What is expected.
Set down, without alteration, the lines from the one that contains "Quick job: Summarize" through the final line of the material below.
== Input records ==
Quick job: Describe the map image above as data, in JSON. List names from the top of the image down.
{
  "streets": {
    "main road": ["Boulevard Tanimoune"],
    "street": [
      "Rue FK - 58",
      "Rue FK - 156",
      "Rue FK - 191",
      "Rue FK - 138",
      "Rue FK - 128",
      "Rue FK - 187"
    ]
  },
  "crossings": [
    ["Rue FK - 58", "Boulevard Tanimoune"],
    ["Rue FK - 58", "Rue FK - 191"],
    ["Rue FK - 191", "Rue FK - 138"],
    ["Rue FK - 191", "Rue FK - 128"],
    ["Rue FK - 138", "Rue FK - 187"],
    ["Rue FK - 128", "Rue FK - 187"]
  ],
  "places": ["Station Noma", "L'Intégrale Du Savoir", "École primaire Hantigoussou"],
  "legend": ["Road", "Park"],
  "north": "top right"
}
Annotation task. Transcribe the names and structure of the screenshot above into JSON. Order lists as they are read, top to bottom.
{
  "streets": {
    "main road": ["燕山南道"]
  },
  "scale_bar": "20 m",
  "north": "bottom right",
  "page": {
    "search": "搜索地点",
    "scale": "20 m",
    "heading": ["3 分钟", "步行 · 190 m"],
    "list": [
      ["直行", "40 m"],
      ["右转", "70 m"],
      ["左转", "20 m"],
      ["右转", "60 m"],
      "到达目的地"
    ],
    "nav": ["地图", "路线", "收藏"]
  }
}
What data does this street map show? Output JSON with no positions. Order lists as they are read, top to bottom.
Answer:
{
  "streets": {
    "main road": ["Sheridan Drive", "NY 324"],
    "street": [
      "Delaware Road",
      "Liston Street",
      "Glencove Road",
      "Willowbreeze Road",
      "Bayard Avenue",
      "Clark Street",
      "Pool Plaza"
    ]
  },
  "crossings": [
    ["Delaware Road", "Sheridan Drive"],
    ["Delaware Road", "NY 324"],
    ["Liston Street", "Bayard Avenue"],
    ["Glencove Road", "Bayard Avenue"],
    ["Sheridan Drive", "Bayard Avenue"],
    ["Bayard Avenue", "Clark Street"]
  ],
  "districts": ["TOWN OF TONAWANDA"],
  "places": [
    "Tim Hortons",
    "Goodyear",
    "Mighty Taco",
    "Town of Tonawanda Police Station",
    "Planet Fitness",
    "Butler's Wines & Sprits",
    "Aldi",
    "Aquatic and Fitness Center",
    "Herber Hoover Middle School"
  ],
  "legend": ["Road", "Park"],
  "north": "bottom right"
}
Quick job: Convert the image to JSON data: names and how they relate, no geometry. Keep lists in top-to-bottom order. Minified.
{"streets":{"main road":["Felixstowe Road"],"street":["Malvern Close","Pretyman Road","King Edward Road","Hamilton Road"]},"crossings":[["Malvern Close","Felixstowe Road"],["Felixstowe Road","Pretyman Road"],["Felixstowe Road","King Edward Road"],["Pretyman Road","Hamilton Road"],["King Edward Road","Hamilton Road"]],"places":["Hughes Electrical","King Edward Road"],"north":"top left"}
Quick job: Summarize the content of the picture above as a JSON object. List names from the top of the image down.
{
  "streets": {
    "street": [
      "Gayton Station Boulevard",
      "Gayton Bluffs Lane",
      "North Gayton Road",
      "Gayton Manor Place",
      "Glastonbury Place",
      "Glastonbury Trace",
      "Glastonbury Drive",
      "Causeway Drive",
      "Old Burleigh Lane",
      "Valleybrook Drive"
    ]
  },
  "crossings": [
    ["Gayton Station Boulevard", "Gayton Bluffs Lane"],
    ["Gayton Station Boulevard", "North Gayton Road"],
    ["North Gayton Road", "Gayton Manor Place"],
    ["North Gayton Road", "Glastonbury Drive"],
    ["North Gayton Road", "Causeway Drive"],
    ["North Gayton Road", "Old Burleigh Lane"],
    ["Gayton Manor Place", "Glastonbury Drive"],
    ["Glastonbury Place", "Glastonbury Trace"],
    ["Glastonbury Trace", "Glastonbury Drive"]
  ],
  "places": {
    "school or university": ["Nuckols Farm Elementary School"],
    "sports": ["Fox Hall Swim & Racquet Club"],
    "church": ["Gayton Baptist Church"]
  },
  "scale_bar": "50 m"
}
===
Worked solution.
Quick job: Summarize the content of the picture above as a JSON object. List names from the top of the image down.
{
  "streets": {
    "street": [
      "Gayton Station Boulevard",
      "Gayton Bluffs Lane",
      "North Gayton Road",
      "Gayton Manor Place",
      "Glastonbury Place",
      "Glastonbury Trace",
      "Glastonbury Drive",
      "Causeway Drive",
      "Old Burleigh Lane",
      "Valleybrook Drive"
    ]
  },
  "crossings": [
    ["Gayton Station Boulevard", "Gayton Bluffs Lane"],
    ["Gayton Station Boulevard", "North Gayton Road"],
    ["North Gayton Road", "Gayton Manor Place"],
    ["North Gayton Road", "Glastonbury Drive"],
    ["North Gayton Road", "Causeway Drive"],
    ["North Gayton Road", "Old Burleigh Lane"],
    ["Gayton Manor Place", "Glastonbury Drive"],
    ["Glastonbury Place", "Glastonbury Trace"],
    ["Glastonbury Trace", "Glastonbury Drive"]
  ],
  "places": {
    "school or university": ["Nuckols Farm Elementary School"],
    "sports": ["Fox Hall Swim & Racquet Club"],
    "church": ["Gayton Baptist Church"]
  },
  "scale_bar": "50 m"
}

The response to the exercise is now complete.